→ Work task
Exact copies of all the lines below are required, with the pictures omitted.

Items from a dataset

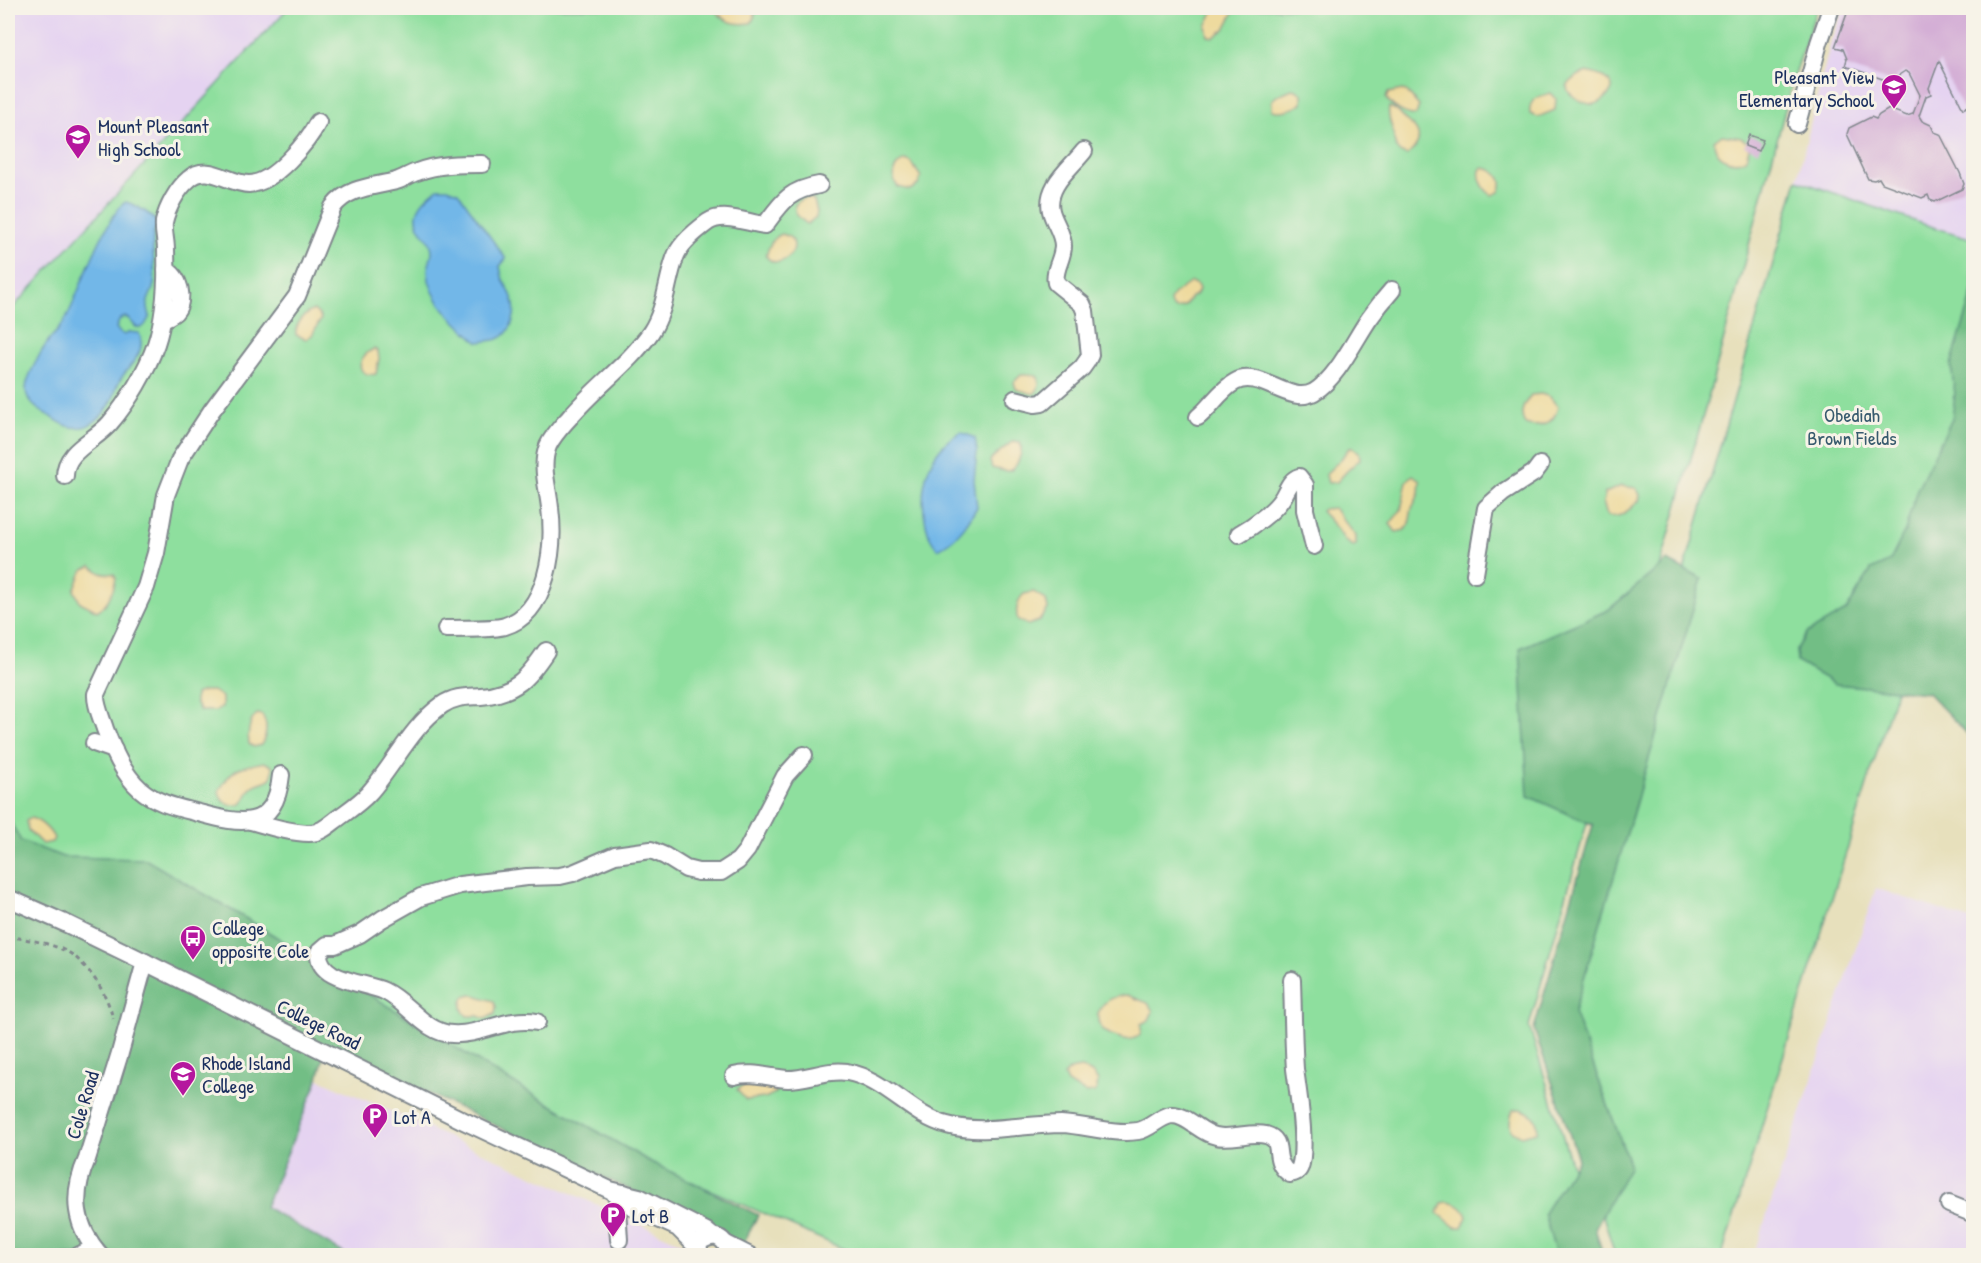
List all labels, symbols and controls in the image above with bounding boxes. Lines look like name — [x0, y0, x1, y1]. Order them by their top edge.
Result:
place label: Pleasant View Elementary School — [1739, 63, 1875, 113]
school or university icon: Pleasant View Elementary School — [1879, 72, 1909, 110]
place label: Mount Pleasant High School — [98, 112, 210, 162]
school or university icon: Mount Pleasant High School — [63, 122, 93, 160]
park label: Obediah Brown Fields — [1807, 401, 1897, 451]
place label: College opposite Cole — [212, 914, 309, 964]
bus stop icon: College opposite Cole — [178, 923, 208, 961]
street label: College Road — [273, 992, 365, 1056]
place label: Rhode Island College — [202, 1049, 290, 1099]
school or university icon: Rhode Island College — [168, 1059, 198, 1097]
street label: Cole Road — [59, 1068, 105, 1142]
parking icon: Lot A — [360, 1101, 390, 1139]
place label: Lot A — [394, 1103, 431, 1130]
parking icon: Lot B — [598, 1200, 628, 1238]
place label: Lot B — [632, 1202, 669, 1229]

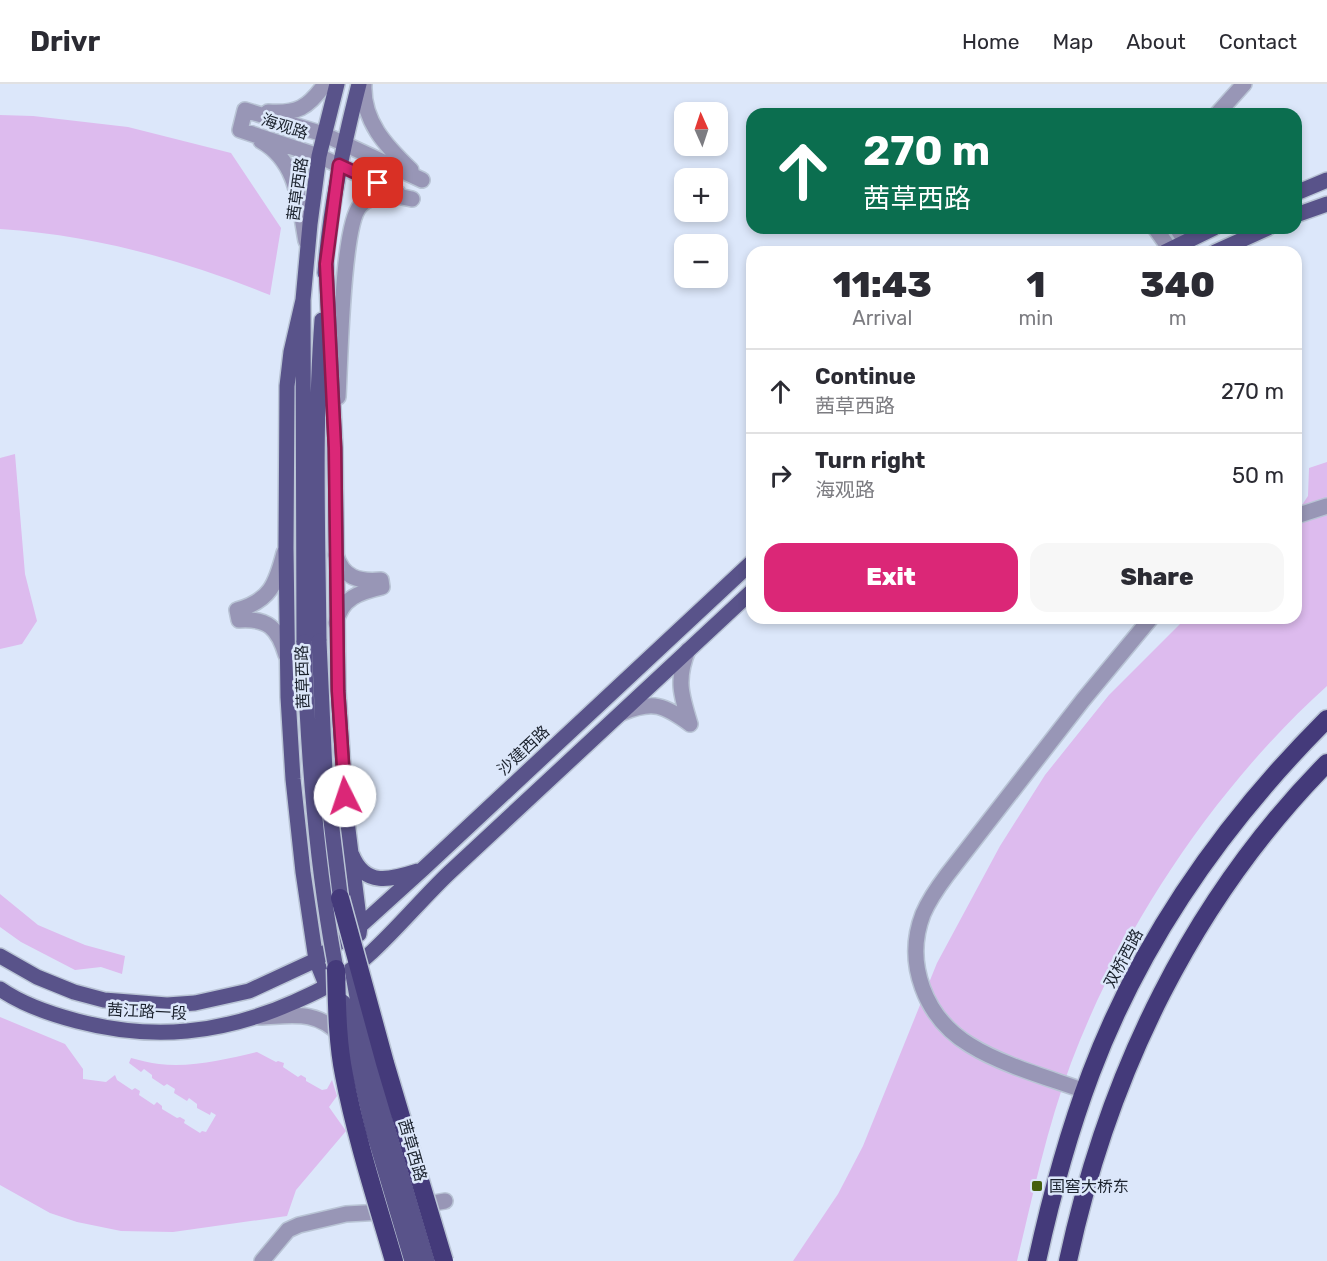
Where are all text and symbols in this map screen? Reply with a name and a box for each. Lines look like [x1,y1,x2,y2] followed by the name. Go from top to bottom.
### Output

→ Exercise response
List all labels, symbols and controls in the image above with bounding boxes. Lines look like name — [x0, y0, x1, y1]. Order them by their top edge.
Result:
place label: Pleasant View Elementary School — [1739, 63, 1875, 113]
school or university icon: Pleasant View Elementary School — [1879, 72, 1909, 110]
place label: Mount Pleasant High School — [98, 112, 210, 162]
school or university icon: Mount Pleasant High School — [63, 122, 93, 160]
park label: Obediah Brown Fields — [1807, 401, 1897, 451]
place label: College opposite Cole — [212, 914, 309, 964]
bus stop icon: College opposite Cole — [178, 923, 208, 961]
street label: College Road — [273, 992, 365, 1056]
place label: Rhode Island College — [202, 1049, 290, 1099]
school or university icon: Rhode Island College — [168, 1059, 198, 1097]
street label: Cole Road — [59, 1068, 105, 1142]
parking icon: Lot A — [360, 1101, 390, 1139]
place label: Lot A — [394, 1103, 431, 1130]
parking icon: Lot B — [598, 1200, 628, 1238]
place label: Lot B — [632, 1202, 669, 1229]

Where are all text and symbols in this map screen? Reply with a name and a box for each. Lines look like [x1,y1,x2,y2] followed by the name. Go from top to bottom.
### Output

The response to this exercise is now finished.